→ Exercise:
Return every line in the entries below where the word "family" shows up.

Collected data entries
--------
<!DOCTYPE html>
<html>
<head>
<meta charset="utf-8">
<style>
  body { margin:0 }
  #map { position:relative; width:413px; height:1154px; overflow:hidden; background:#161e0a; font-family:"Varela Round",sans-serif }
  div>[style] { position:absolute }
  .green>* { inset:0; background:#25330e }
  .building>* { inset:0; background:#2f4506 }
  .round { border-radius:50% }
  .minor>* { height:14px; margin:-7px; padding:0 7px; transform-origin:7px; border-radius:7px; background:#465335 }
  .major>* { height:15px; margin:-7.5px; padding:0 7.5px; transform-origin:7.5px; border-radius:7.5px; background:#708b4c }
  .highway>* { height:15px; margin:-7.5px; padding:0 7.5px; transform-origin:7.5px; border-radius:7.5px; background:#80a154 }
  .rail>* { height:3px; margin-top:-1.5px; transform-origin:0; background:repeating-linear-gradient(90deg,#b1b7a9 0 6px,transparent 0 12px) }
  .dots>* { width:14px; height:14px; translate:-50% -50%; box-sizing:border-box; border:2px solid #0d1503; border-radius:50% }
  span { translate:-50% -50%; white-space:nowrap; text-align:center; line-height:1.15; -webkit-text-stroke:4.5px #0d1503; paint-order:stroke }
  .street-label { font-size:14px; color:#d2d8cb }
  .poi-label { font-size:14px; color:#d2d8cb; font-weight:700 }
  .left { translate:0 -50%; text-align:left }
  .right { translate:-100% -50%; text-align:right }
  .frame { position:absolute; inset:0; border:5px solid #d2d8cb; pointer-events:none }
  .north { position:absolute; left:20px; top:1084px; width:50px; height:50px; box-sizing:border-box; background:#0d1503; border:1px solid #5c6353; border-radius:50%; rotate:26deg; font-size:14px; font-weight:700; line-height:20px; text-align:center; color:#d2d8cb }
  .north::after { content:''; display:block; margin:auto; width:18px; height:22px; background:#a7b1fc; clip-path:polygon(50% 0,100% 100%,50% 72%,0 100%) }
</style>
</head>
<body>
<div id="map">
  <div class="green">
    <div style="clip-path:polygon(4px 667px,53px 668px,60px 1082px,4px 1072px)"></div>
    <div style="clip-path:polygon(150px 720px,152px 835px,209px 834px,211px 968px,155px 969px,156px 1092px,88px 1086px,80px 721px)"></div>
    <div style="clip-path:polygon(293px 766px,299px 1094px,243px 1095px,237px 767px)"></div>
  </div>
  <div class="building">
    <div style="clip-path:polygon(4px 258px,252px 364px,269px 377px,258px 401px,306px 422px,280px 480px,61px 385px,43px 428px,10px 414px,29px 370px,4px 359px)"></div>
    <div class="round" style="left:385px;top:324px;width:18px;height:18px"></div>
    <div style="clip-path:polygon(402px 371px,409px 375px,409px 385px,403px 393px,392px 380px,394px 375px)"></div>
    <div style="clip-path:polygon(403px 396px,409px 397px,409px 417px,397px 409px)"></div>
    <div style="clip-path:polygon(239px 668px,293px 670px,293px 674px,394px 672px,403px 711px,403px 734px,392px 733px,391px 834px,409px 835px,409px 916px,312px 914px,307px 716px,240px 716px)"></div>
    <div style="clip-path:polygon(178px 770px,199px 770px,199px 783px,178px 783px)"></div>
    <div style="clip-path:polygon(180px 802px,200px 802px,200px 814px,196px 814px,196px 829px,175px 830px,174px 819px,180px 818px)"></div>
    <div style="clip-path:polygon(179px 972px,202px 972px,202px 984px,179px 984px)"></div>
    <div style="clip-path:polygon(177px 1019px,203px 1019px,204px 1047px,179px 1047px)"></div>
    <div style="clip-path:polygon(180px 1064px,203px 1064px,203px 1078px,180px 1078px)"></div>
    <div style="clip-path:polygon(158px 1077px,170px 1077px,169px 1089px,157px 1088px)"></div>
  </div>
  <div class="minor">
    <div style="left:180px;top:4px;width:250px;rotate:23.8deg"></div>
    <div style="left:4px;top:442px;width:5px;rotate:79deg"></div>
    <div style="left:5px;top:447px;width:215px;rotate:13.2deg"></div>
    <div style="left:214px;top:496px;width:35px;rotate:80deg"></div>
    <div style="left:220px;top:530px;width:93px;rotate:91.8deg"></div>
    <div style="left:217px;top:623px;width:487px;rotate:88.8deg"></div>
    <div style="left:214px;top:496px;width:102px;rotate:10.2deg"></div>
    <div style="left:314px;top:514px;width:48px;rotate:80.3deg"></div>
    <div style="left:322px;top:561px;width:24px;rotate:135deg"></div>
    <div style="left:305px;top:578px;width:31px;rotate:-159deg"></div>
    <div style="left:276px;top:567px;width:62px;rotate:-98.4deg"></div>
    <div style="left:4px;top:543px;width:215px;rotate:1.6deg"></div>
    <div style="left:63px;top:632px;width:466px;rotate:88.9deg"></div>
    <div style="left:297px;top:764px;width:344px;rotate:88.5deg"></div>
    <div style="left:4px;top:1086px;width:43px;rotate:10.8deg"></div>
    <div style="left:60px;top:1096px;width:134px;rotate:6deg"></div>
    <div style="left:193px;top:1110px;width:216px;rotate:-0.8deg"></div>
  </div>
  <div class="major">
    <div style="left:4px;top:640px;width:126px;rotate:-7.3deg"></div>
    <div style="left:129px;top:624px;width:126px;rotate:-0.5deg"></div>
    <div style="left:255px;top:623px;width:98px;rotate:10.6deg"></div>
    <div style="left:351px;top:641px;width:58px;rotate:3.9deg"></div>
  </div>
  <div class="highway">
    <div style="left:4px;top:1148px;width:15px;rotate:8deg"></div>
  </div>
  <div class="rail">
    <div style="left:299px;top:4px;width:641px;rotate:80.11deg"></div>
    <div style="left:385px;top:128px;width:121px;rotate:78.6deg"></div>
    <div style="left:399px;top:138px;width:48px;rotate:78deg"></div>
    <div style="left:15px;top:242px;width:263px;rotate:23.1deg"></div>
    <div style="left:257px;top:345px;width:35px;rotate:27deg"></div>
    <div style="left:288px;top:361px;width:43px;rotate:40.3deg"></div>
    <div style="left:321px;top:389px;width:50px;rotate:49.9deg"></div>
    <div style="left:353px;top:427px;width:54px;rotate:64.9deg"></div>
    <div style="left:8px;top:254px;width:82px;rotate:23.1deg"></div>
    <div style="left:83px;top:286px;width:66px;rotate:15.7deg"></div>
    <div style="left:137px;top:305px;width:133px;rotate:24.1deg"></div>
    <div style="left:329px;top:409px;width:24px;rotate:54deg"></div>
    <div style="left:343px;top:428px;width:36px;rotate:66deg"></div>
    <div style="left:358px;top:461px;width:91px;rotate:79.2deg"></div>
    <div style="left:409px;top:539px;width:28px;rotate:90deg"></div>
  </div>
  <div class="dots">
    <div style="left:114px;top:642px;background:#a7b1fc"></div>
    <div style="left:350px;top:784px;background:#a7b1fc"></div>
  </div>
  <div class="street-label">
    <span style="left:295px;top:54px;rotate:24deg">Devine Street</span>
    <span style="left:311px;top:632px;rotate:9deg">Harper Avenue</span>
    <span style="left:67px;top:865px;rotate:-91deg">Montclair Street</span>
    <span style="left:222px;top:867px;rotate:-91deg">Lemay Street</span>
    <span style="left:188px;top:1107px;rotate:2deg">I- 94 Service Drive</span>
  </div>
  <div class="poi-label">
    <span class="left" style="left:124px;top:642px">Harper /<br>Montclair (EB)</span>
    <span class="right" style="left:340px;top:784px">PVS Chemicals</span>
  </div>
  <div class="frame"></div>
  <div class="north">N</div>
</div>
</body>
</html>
--------
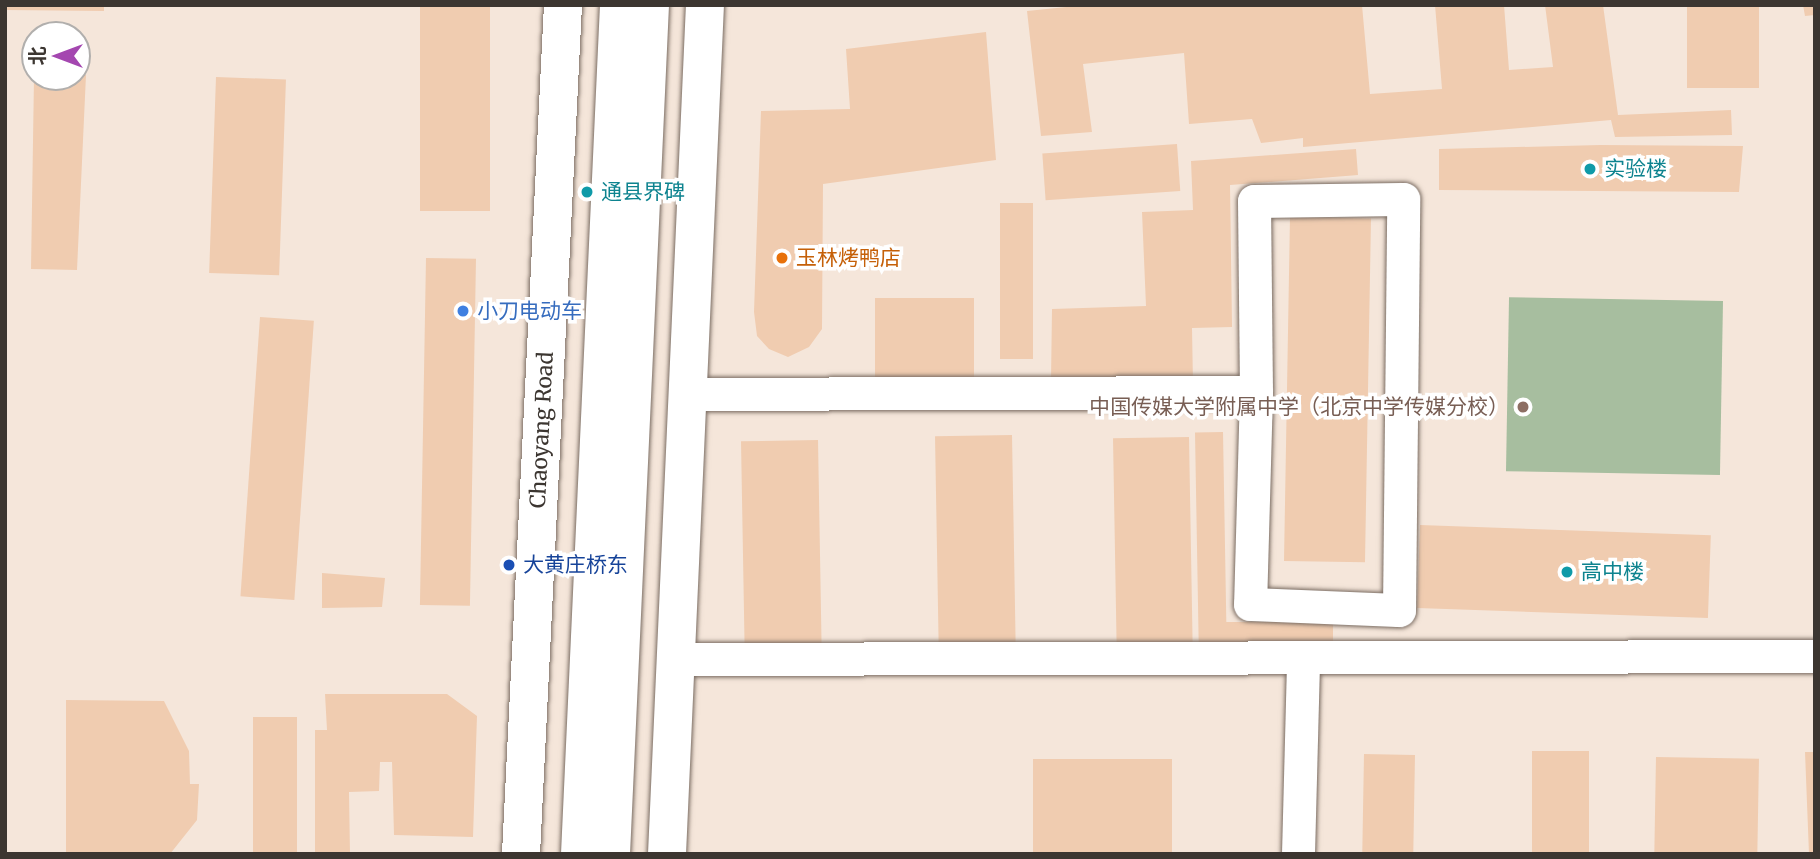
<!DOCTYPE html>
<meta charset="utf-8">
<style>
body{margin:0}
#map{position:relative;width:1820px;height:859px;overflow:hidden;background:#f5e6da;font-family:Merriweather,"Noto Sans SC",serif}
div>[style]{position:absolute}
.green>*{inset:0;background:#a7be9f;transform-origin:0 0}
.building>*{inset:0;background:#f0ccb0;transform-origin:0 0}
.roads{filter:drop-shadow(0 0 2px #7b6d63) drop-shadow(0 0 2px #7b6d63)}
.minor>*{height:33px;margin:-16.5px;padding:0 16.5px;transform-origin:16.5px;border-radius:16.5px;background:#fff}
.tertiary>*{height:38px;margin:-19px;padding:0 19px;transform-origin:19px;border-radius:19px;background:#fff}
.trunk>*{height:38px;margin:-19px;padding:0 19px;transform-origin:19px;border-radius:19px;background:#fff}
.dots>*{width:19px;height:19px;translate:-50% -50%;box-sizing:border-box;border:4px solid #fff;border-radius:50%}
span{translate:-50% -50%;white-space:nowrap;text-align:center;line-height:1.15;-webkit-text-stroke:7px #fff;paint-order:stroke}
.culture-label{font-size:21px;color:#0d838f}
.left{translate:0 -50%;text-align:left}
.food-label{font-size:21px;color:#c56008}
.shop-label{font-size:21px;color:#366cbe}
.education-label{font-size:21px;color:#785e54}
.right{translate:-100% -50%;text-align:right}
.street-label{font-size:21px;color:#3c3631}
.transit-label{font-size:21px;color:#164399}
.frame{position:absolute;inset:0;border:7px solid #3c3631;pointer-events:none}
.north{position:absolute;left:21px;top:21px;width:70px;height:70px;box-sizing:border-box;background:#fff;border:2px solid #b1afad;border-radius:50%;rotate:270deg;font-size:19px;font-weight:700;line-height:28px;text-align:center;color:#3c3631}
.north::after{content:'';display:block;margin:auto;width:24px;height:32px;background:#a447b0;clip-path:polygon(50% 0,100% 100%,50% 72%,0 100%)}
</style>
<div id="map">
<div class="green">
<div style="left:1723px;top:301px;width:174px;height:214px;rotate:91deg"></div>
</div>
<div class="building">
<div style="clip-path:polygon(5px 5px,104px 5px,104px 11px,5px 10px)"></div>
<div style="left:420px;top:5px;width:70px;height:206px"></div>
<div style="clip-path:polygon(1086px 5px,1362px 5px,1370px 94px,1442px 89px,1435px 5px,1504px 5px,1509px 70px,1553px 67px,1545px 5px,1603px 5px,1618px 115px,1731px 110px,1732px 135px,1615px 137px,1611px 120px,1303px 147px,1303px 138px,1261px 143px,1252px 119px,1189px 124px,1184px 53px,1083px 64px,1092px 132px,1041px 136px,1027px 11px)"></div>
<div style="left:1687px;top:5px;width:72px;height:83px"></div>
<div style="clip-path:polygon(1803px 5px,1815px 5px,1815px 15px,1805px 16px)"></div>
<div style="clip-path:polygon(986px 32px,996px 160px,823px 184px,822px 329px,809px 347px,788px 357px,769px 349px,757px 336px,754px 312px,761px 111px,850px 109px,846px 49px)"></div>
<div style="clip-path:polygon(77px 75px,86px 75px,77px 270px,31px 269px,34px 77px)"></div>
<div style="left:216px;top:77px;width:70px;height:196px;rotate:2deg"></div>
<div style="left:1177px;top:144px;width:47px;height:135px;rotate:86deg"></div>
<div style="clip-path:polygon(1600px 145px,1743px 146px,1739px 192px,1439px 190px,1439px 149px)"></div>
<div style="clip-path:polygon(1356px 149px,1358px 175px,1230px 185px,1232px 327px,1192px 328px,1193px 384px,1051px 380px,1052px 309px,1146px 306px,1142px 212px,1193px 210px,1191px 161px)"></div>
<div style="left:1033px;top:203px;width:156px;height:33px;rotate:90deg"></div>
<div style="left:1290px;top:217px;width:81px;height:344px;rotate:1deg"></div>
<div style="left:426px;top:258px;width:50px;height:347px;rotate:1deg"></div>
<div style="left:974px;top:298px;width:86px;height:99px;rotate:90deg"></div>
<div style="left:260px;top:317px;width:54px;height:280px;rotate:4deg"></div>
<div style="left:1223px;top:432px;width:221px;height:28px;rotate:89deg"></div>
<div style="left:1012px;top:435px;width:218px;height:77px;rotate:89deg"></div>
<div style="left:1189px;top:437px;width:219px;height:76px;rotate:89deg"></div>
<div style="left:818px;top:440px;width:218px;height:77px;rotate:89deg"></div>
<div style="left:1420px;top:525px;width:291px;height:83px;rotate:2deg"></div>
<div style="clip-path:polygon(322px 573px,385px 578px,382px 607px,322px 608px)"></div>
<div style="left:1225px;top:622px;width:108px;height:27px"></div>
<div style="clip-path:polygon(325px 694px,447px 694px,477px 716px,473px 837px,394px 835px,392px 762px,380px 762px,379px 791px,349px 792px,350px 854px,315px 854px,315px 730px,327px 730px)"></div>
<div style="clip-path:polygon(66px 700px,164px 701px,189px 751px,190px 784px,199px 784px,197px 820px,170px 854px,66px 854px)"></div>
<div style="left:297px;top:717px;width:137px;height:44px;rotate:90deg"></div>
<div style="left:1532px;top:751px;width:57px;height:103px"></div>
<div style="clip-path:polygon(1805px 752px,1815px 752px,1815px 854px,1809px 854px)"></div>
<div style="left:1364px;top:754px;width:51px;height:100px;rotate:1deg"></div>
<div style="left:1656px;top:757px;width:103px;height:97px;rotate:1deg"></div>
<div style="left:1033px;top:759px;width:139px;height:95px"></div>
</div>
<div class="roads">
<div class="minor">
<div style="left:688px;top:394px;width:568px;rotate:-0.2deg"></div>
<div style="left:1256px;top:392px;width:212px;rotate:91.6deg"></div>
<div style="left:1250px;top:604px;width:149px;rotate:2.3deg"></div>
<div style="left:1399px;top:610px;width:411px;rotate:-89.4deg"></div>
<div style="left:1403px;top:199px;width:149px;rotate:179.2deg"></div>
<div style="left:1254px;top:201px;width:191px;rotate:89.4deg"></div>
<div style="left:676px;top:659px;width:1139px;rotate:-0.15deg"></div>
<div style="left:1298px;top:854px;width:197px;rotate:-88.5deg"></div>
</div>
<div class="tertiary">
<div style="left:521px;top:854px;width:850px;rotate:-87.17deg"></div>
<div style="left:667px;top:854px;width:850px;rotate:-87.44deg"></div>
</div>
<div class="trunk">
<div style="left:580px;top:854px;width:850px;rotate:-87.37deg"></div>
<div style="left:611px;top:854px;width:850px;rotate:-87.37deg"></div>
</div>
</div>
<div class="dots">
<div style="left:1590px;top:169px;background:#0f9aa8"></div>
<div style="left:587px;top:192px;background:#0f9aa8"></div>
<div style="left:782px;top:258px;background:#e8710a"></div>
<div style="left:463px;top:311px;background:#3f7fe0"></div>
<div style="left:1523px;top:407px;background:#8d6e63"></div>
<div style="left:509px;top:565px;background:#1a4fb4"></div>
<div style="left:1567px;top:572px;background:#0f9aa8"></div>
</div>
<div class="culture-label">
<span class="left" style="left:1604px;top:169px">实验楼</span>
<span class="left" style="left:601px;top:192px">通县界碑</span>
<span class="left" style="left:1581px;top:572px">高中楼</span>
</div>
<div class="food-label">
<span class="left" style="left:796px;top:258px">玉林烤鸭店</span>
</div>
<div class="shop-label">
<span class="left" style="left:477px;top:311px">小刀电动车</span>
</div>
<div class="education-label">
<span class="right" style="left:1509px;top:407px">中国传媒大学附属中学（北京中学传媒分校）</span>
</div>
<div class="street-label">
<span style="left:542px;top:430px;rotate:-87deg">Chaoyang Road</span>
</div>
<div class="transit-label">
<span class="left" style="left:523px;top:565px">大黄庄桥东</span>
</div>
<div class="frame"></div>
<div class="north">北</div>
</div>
--------
→ Result:
  #map { position:relative; width:413px; height:1154px; overflow:hidden; background:#161e0a; font-family:"Varela Round",sans-serif }
#map{position:relative;width:1820px;height:859px;overflow:hidden;background:#f5e6da;font-family:Merriweather,"Noto Sans SC",serif}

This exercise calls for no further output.